Investigating battery black mass leaching performance as a function of process parameters by combining leaching experiments and regression modeling

The current paper investigates the leaching phenomena of industrially produced Li-ion battery waste in hydrometallurgical recycling processes. Specifically, it studies the leaching reactions of NMC111-type (LiNi_1/3Mn_1/3Co_1/3O₂) black mass, as well as the statistical behavior of cathode material leaching yields under varying process conditions. The investigated process variables include reductive agent concentrations (Fe²⁺, Cu, H₂O₂) as well as process temperature, whereas S/L ratio (200 g/L) and initial acidity (2 M H₂SO₄) were kept constant. At lower temperatures (T = 30 °C), copper was found to act as the predominant reductant, enabled by the presence of sufficient solution iron concentrations (≥0.4 g/L Fe). Conversely, at higher temperatures (T ≥ 50 °C), the reductive capability of aluminum was substantially increased due to its decreased tendency for passivation. In contrast to copper, dissolved iron did not notably affect the reductive behavior of aluminum.

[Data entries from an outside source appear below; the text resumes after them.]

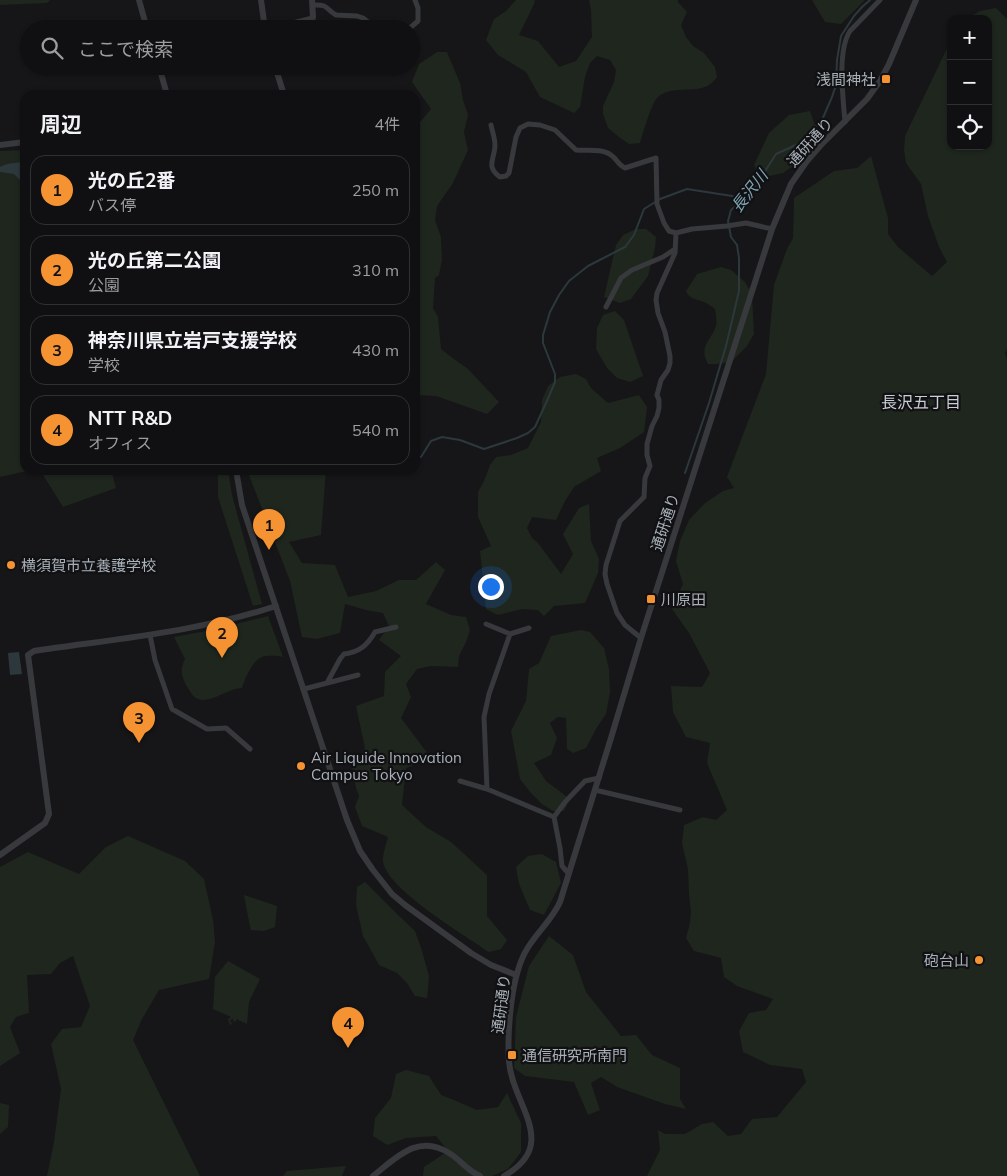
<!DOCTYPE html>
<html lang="ja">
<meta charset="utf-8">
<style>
:root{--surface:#101012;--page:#19191b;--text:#f1f3f6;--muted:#9c9d9f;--line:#303032;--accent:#f59332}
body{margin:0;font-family:Mulish,"Noto Sans JP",sans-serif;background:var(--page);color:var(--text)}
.controls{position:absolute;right:15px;top:15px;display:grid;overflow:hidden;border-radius:10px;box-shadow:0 1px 4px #0004}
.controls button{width:45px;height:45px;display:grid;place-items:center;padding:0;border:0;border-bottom:1px solid var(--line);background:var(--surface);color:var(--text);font:25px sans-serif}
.you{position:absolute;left:490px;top:586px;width:18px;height:18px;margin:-12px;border:4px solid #fff;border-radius:50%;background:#1a73e8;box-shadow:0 0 0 8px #1a73e833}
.badge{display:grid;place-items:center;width:32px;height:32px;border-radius:50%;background:var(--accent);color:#111;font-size:16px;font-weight:700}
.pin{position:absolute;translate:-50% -41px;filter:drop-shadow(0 1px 2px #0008)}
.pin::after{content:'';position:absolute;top:26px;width:18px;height:15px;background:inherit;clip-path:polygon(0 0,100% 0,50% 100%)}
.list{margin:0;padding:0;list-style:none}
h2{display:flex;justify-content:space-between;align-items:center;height:65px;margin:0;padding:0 20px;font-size:21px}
h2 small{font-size:16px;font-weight:400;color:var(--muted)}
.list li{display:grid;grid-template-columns:32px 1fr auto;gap:15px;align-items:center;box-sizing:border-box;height:70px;margin:0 10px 10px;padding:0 10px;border:1px solid var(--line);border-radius:15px}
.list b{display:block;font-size:19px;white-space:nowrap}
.list p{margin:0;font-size:16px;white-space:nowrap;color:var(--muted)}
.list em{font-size:16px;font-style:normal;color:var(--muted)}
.icon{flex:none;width:28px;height:28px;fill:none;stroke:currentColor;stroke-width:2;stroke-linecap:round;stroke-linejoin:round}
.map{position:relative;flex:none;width:1007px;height:1176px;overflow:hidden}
.search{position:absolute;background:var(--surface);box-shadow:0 1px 4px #0004;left:20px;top:20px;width:400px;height:55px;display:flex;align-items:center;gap:12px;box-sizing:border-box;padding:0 18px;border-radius:28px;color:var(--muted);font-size:19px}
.panel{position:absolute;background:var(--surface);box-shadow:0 1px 4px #0004;left:20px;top:90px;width:400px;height:385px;border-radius:15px}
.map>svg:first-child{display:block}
.green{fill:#1e261e}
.water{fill:#2c383c}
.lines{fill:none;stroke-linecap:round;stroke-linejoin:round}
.stream{stroke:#2c383c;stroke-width:2}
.minor{stroke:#37393d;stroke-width:5}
.tertiary{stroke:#37393d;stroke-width:6}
.poi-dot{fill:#f59332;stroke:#111113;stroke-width:2}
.labels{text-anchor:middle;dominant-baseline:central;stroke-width:4.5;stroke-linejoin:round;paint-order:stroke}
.poi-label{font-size:15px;fill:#a8b0b8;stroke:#111113;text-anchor:start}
.street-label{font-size:15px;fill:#a8b0b8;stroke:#111113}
.water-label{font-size:16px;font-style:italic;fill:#7ea4b4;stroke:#111113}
.neighbourhood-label{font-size:16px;fill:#c9ced4;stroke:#111113}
</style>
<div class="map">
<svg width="1007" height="1176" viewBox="0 0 1007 1176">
<rect width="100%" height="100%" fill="#161618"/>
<path class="green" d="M0 0H50L47 3 0 5Z
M516 0H535L534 4 519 35 538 41 559 67 576 61 592 37 591 10 589 0H678V2L687 12 681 25 686 37 693 46 704 53 715 67 717 77C715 80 712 83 709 85 696 94 668 84 656 99 651 106 643 133 640 143L629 144 619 137 608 128 603 114V106L614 82 616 70 610 60 597 56 590 63 585 77 580 107 574 113 540 97 526 72 498 55 486 40 494 19 506 11Z
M812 0H865L841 24 825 22Z
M996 8 1007 19V349L1005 353 1007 359V1176H647L660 1150 658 1130 665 1134H685L702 1124 713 1122 728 1136 741 1134 752 1119 777 1117 806 1082 802 1069 770 1065 743 1052 739 1031 749 1013 766 1010 773 999 737 986 724 977 721 958 694 951 686 938 690 923 691 911 689 895 688 869 682 843 684 825 703 817 716 820 727 810 707 763 710 743 686 737 673 712 671 686 702 687 710 673 689 633 672 609 683 584 676 561 680 541 689 520 705 503 723 491 734 488 727 477 766 374 774 285 787 249 793 238 794 198 834 171 857 168 871 156 888 218V234L898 247 932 276 947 262 939 247 928 216 921 184 906 163 904 150 905 136 951 40V146H988V19H966L980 11Z
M437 52H447L460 83 463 100 468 115 464 132 468 150 453 183 437 206 435 220 441 237 442 260 439 275 435 278 433 308 438 317 441 349 454 359 468 369 499 402 487 414 436 396 415 395V239L417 225 415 215V128L431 109 412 82 419 64Z
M810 111 816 129 812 142 800 161 783 173 761 178 754 165 769 133 789 115Z
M25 150V470H31L0 477V151Z
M636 229H646L656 237 655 248 648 276 631 299 620 303 604 297 616 245 623 235Z
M721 267 731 270 745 282 752 294 754 334 747 346 731 362 717 364H708C698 346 711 341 716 326 717 321 716 314 715 309 711 306 708 304 704 302 696 299 689 299 686 291L697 274Z
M615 311 624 320 643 376 630 382 617 378 607 368 596 349 597 328 603 315Z
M576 374 586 379 591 388 608 403 639 395 647 407 644 432 620 448 597 458 601 471 574 487 565 501 556 520 532 517 527 528 532 538 538 543 561 574 573 554 563 534 579 508 589 504 591 541 599 559 598 573 585 603 554 606 544 616 538 610 522 609 498 615 486 609 480 551 491 546 478 517V492L484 481 490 465 496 457 511 455 528 448 541 422 542 400 548 386 560 377Z
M40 470H111L116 488 63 507Z
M218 470H228L232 495 262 604 253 606 218 497Z
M247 470H326L321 535 289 542 302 563 335 565 348 597 376 591 399 580H416L436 562 445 570 426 604 451 615 466 617 470 630 466 642 459 656 458 667 431 666 417 669 406 684 411 697 401 718 431 758 406 768 402 805 426 827 451 842 487 875V916L507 940 501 949 489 952C466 936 383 887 383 860 383 853 386 844 388 837L362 826 355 807 359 796 356 788 352 767 365 748 356 706 384 696 385 672 401 656 379 640 389 626 383 613 366 610 345 604 340 633 317 639 302 637 290 581Z
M268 616 283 657C278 656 267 655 262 657 252 661 245 678 242 688 238 688 234 689 230 691 221 694 206 704 196 698 192 696 189 689 186 685 181 675 180 669 185 659L174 637 216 629Z
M581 630 590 632 604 648 609 669 610 692 606 714 596 729 586 748 573 753 567 749 566 718 558 717 550 723 557 738 551 755 534 763 546 781 570 799 564 811H553L542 804 530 792 520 779 511 731 526 701 529 669 539 663 551 636Z
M128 836 185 861 204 879 213 920 215 942 209 979 159 990 142 1019 133 1040 200 1176H47L54 1142 61 1089 51 1044 62 1029 81 1027 90 1006 73 956 60 963 51 974 27 975 29 1013 16 1017 10 1027 20 1053 0 1066V867L28 852 79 874 106 847Z
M542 854 556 862 561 883 544 915 530 910 519 884 516 867 528 856Z
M365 882 395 912 415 931 422 951 429 976 427 998 415 996 407 983 397 973 379 965 363 936 356 905 357 887Z
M244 895 277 906 275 927 264 931 251 930 249 922Z
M549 936 573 955 586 992 621 1036 636 1035 652 1055 680 1068V1099L686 1109 665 1104 617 1087 601 1077 591 1083 600 1110 588 1115 574 1082 525 1076 514 1068 516 1017 529 966Z
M228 961 260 979 249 1002 247 1024 236 1019V1021L234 1022 233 1019 230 1020 232 1024 230 1025 228 1019 231 1017 213 1009 215 977Z
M406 1070 429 1076 441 1095 454 1100 477 1110 498 1107 507 1093 521 1123V1152L508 1169 492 1176H423L424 1167 448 1151 436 1136 406 1138 387 1145 373 1136 375 1118 391 1098 396 1074Z
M0 1103 9 1105 8 1127 0 1134Z
M346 1166 342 1176H283L287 1171Z"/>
<path class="water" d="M25 161V185L14 174 0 172V167C8 162 16 164 25 161Z
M19 652 22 674 10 675 8 653Z"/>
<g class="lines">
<path class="stream" d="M415 457H421L431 441 442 437 460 440 484 449 517 438 528 433 535 427 547 401 555 382V374L543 343V335L550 312 559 295 569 281 588 266 625 247 634 235 644 209 660 199 687 189 745 198
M685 473 709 403 726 346 739 291V258L737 245 731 237 728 221 731 210 752 192 776 154 798 144 822 120 832 97 836 85 837 60 841 36 854 16 862 7 870 0"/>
<path class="minor" d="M313 5C329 4 325 9 336 15L357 16 363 18 377 29
M311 19 323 29
M404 29 411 27 418 21V8L415 0
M386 66 388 69
M845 122C843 97 837 51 850 31L880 0
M491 125C492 131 495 138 495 145 495 159 485 166 500 177L506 176 509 173 516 137 520 128 528 124 540 125 555 130 576 150C587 151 602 148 611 155 617 159 618 165 625 168L656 158 657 204 664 223 669 231 676 233 675 253 657 293 656 300 658 313 665 332 670 356V363L668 370 661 380 657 395 659 400V408L657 416 652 426 647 444V455L650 466 645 478 644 497 620 521 606 565 605 574 607 584 617 613 625 625 641 638
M676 233 692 229 727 226 746 223 772 229
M606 307 621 278 632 270 663 257 675 249
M486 624 510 634 529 628
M150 635 155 660 172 709 207 729 226 728 250 749
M327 683 340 659 344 654C359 652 367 646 375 632L396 627
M304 689 358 675
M460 781 487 789 554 817
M487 789 484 717 489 694 510 634
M595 790 680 810
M569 874 562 866 560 848 554 817 565 802 585 781 599 778"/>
<path class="tertiary" d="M139 0 147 29
M261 0 265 29
M270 29 311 19 313 17 312 0
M159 66 167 95
M275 66 284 95
M171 95 284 93
M0 145 25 142
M236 470 242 505 347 820 360 851 373 870 392 894 405 905 471 953 491 965 516 975
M0 855 45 823 49 814 28 655 34 651C115 639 198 632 276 606
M373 1176C396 1158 418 1133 449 1153 461 1160 466 1170 480 1176
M504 1176C561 1144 512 1105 509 1061 507 1031 511 975 527 949 537 932 552 920 560 902L611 738 641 638 772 229 791 184 807 161 821 145 867 99 880 81 889 64 916 0"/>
</g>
<g class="poi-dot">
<rect x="881" y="74" width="10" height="10" rx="2.5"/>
<circle cx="11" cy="565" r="5"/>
<rect x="646" y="594" width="10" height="10" rx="2.5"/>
<circle cx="301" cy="766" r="5"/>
<circle cx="979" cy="960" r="5"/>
<rect x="507" y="1050" width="10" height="10" rx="2.5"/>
</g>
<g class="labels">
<g class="poi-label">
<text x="876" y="79" text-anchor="end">浅間神社</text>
<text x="21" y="565">横須賀市立養護学校</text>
<text x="661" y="599">川原田</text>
<text x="311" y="757">Air Liquide Innovation<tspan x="311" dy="17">Campus Tokyo</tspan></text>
<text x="969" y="960" text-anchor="end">砲台山</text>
<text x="522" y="1055">通信研究所南門</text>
</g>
<g class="street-label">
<text transform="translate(810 142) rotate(-48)">通研通り</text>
<text transform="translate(665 522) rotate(-72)">通研通り</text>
<text transform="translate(501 1004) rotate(-83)">通研通り</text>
</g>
<g class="water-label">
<text transform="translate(749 191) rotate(-52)">長沢川</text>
</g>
<g class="neighbourhood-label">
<text x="921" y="402">長沢五丁目</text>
</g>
</g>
</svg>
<div class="controls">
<button>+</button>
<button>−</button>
<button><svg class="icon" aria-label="locate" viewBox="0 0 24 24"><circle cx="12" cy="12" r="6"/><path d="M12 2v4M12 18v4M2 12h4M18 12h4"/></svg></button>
</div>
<div class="you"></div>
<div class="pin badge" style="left:269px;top:550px">1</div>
<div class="pin badge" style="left:222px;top:658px">2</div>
<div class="pin badge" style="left:139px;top:743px">3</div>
<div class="pin badge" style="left:348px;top:1048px">4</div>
<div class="search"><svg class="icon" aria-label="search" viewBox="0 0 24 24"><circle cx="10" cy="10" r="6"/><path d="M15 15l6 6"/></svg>ここで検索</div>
<section class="panel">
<h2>周辺<small>4件</small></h2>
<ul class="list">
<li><span class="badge">1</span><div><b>光の丘2番</b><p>バス停</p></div><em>250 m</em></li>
<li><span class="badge">2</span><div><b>光の丘第二公園</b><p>公園</p></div><em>310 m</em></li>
<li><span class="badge">3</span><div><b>神奈川県立岩戸支援学校</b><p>学校</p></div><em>430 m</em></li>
<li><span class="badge">4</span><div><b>NTT R&amp;D</b><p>オフィス</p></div><em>540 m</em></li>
</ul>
</section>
</div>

The efficiency of metallic reductants initially present within the black mass was high, reaching cathode metal leaching yields above 90 % at 70 °C. A predictive leaching model for black mass leaching yields was built via regression analysis and can be used to indicate pregnant leach solution (PLS) composition – via leaching yields – after two hours of processing as a function of the investigated process variables. The model showed leaching temperature to be the most impactful parameter, while also indicating a higher reductive efficiency of copper when compared to equimolar additions of H₂O₂. As a case example, LFP (LiFePO₄) cathode powder was also investigated as an alternative reductant/catalysis species (Fe²⁺) source in the system and was found to increase cathode metal leaching yields almost as much as FeSO₄ while also resulting in a remarkable increase in Al dissolution in the process.